Somewhere in there is this statement:
That this campaign has been dubbed the dullest campaign ever cuts like a knife into Romney’s most serious defect: He seems so totally boring and uncharismatic.
Romney wishes that was his biggest defect. If lack of magnetism were the worst thing Mittens had to deal with—if he could somehow delete the fact that he is a walking symbol of the economic excess and inequality that created the world’s biggest financial spasm in three generations; is being forced by his party to renege on almost every single position he’s ever held, causing him to be almost pathologically unable to articulate a single policy position; must advance proposals that fly in the face of basic mathematics; can’t open his mouth without offending another nation; authored the health care reform that became the basis of the law he must now run against; can’t inspire his own party; is even on David Brooks’s shitlist; and, to certain segments of the population, is synonymous with “tied a dog to the roof of his car”—he’d be fine.
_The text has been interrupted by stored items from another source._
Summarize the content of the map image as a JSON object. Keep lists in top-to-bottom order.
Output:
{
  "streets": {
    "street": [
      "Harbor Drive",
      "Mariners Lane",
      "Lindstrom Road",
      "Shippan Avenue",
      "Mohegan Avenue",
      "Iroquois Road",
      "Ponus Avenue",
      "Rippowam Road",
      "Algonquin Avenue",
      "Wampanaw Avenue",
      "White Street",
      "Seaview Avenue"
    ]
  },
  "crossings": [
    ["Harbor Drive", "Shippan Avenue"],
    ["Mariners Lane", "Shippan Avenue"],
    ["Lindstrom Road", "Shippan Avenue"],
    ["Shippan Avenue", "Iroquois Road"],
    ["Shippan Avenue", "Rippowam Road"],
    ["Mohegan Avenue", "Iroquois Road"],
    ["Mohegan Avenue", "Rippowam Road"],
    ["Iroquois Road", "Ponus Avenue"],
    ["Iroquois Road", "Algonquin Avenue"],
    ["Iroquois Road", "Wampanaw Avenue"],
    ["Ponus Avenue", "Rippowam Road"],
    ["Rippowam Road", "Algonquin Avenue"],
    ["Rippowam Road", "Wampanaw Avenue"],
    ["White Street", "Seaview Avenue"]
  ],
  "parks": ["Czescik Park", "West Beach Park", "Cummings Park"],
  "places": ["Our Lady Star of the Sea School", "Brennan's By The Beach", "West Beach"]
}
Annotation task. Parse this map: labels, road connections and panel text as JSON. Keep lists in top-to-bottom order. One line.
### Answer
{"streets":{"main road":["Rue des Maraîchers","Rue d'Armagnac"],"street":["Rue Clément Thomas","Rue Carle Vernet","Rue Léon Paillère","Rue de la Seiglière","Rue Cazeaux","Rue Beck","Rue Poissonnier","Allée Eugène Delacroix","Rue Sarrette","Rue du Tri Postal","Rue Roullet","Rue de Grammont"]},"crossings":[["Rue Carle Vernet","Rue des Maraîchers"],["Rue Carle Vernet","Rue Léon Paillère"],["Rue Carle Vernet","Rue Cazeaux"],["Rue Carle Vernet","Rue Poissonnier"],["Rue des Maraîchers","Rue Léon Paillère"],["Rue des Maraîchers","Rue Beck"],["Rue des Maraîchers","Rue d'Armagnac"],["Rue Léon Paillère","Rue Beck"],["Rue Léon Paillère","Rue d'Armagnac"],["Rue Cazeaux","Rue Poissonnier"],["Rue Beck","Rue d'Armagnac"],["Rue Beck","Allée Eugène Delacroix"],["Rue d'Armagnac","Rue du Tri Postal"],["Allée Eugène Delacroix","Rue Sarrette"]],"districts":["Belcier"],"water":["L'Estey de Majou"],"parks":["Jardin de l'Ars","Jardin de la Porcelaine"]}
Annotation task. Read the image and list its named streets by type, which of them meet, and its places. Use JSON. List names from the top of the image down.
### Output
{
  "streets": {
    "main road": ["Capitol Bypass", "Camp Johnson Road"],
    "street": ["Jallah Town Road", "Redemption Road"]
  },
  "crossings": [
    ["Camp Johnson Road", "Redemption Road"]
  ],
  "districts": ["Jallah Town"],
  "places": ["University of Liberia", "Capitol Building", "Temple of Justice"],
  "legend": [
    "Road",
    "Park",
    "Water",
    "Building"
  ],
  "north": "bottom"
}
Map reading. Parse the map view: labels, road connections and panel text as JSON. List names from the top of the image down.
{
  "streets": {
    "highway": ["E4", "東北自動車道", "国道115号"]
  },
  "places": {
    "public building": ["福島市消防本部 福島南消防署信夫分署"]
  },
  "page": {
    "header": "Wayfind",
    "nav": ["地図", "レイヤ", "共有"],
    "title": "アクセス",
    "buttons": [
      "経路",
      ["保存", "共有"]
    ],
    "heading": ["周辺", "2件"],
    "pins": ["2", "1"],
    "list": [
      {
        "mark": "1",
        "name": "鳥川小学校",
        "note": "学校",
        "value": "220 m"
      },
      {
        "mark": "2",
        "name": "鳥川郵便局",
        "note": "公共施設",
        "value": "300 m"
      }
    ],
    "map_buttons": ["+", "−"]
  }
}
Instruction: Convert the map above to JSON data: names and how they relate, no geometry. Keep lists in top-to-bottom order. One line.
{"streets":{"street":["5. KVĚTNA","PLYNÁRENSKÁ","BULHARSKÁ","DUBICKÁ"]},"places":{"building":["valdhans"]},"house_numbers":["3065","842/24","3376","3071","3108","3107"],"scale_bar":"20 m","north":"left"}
Romney’s robot-like demeanor was his biggest problem in 2008, because he was never a serious contender for president. Now, his charisma, or lack thereof, doesn’t even make the top 10.
But notice the above quote didn’t actually claim Romney was uncharismatic, but merely that he “seemed” so. I don’t know how you can seem uncharismatic without actually being so, as charisma is comprised entirely of seeming. But this logic—don’t believe anything you see Mitt Romney do or hear him say, he’s actually great, you just can’t see it or aren’t looking right—is true of every defense of the man. E.g., his business experience qualifies him for president, except for the parts about the layoffs and bankruptcies, which Romney didn’t do because he wasn’t even there, even though he was, which he wasn’t. Or: Romney’s statements in Israel are not problematic because he never actually said them. Even the apologies of Romney require him to bolt off-stage.
Anyway, there’s a perfect example sitting around to prove Romney’s masculinity, namely that he beat up somebody he thought was gay, which is more hetero-manly than bench-pressing a Chick-Fil-A. Except Romney claims he didn’t do that, either. There’s just no winning with this guy.